Estou pensando em fazer um silk na cor azul em camiseta branca com a inscrição: saving...


Até breve.


terça-feira, 3 de novembro de 2020

DECALQUE

 


Gostei muito de Vidas Duplas, disponível no Telecine On Line e no Looke.

Não necessariamente por abordar a questão dos relacionamentos.

O filme coloca algo de relevância na atualidade: a desmaterialização da escrita, isto é, o quase desaparecimento em futuro breve do livro, objeto físico.

O histerismo da escrita em zilhões de plataformas virtuais, por força da acessibilidade, portabilidade e instantaneidade, trouxe à cena contemporânea bilhões de pessoas que diuturnamente se colocam. Por escrito.

A obra literária está em questão. E eu gosto deste debate. Até para saber de seus novos contornos. Mensagens no WhatsApp, coletânea de e-mails, posts nas redes, blogs, e um sem número de meios tecem hoje uma nova forma de produzir. Arte através do espelhamento das palavras. Decalques.

Desnuda e desvela e coloca nos tribunais o privado e o direito de utilização de estórias para serem relatadas.

Vamos ter que pensar muito a partir de uma das cenas do filme em que um dos personagens, escritor, está fazendo o lançamento de seu último livro e é inquerido pelos participantes.

VIDAS DUPLAS nos coloca diante de nós, sujeitos dúbios, personagens de nós mesmos dependendo da cena em que nos colocamos.

A pós-modernidade está nos desmaterializando.

 

Até breve.


domingo, 1 de novembro de 2020

CANÇÕES

 



Taí, gostei.

Maria Cadu fez a seleção das canções que foram parar em uma fita cassete gravada por personagem encorpada por Luiza Mariani, esposa que pede ao marido que as ouça.
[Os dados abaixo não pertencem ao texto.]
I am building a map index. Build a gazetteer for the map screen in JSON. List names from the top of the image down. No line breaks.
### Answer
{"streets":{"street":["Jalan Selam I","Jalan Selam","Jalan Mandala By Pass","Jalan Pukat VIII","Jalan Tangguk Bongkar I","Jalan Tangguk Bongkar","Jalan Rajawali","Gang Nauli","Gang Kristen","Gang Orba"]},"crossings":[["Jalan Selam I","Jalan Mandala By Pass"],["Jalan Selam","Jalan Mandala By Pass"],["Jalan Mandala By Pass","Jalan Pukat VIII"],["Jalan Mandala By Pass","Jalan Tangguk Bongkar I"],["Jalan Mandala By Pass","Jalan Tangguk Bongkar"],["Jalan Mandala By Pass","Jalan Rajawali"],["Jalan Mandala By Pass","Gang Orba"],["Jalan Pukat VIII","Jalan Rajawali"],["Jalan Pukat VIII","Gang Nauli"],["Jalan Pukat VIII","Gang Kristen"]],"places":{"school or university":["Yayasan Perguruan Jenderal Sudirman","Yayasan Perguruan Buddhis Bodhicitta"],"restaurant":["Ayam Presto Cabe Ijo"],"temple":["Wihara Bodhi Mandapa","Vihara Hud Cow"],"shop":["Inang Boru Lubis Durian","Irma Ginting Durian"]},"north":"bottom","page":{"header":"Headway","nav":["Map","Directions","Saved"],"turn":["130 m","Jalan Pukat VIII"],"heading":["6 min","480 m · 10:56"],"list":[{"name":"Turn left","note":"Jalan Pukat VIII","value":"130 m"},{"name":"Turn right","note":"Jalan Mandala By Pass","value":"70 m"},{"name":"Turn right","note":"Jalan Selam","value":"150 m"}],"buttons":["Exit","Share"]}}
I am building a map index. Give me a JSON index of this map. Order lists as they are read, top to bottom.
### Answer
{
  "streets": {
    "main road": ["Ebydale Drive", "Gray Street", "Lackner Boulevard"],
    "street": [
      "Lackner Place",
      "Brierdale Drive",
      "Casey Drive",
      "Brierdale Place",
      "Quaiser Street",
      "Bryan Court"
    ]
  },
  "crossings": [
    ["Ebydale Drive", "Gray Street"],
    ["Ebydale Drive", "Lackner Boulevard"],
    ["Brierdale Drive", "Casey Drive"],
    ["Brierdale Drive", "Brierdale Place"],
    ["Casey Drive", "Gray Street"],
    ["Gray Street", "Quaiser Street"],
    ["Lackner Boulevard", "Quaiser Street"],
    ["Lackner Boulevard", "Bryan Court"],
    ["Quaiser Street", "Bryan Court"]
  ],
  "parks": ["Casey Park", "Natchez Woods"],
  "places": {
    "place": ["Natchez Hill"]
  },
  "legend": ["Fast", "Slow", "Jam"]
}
O casal está se separando.

Vinte anos depois a fita é encontrada por personagem estrelada por Marina Ruy Barbosa, escritora que passa a elucubrar sobre o que teria acontecido com o casal e as circunstâncias em que se inscreve as canções.

Ainda que superficialmente, o filme aponta as vertiginosas mudanças ocorridas nas duas últimas décadas. Especialmente no que tange às relações afetivas e ao lugar do feminino.

E com realce a forma artística de tratá-las em canções. Saudosista e bestamente romântico, assistindo o filme sofri com a mudança na “qualidade” da narrativa poética das letras de então e agora.

Pô, bicho! Teria o amor perdido sangue? Teria se convertido como tudo o mais em comodities? Trivial, banal, superficial e nada de visceral, temperamental, carnal?

Duas cenas sugiro cuidado, zelo, atenção. A da que a personagem de Luíza está diante da “acusação” do marido de que ela “não foi capaz de cuidar de um cacto”. Ela responde que, por ser exacerbada na entrega, teria encharcado por demais a pobre da planta.

A outra cena vivida pela personagem de Marina, quando ela fala sobre a sua experiência que viveu aos quatro anos com sua mãe e a frase “eu te amo”.

A frase não mudou.


Até breve.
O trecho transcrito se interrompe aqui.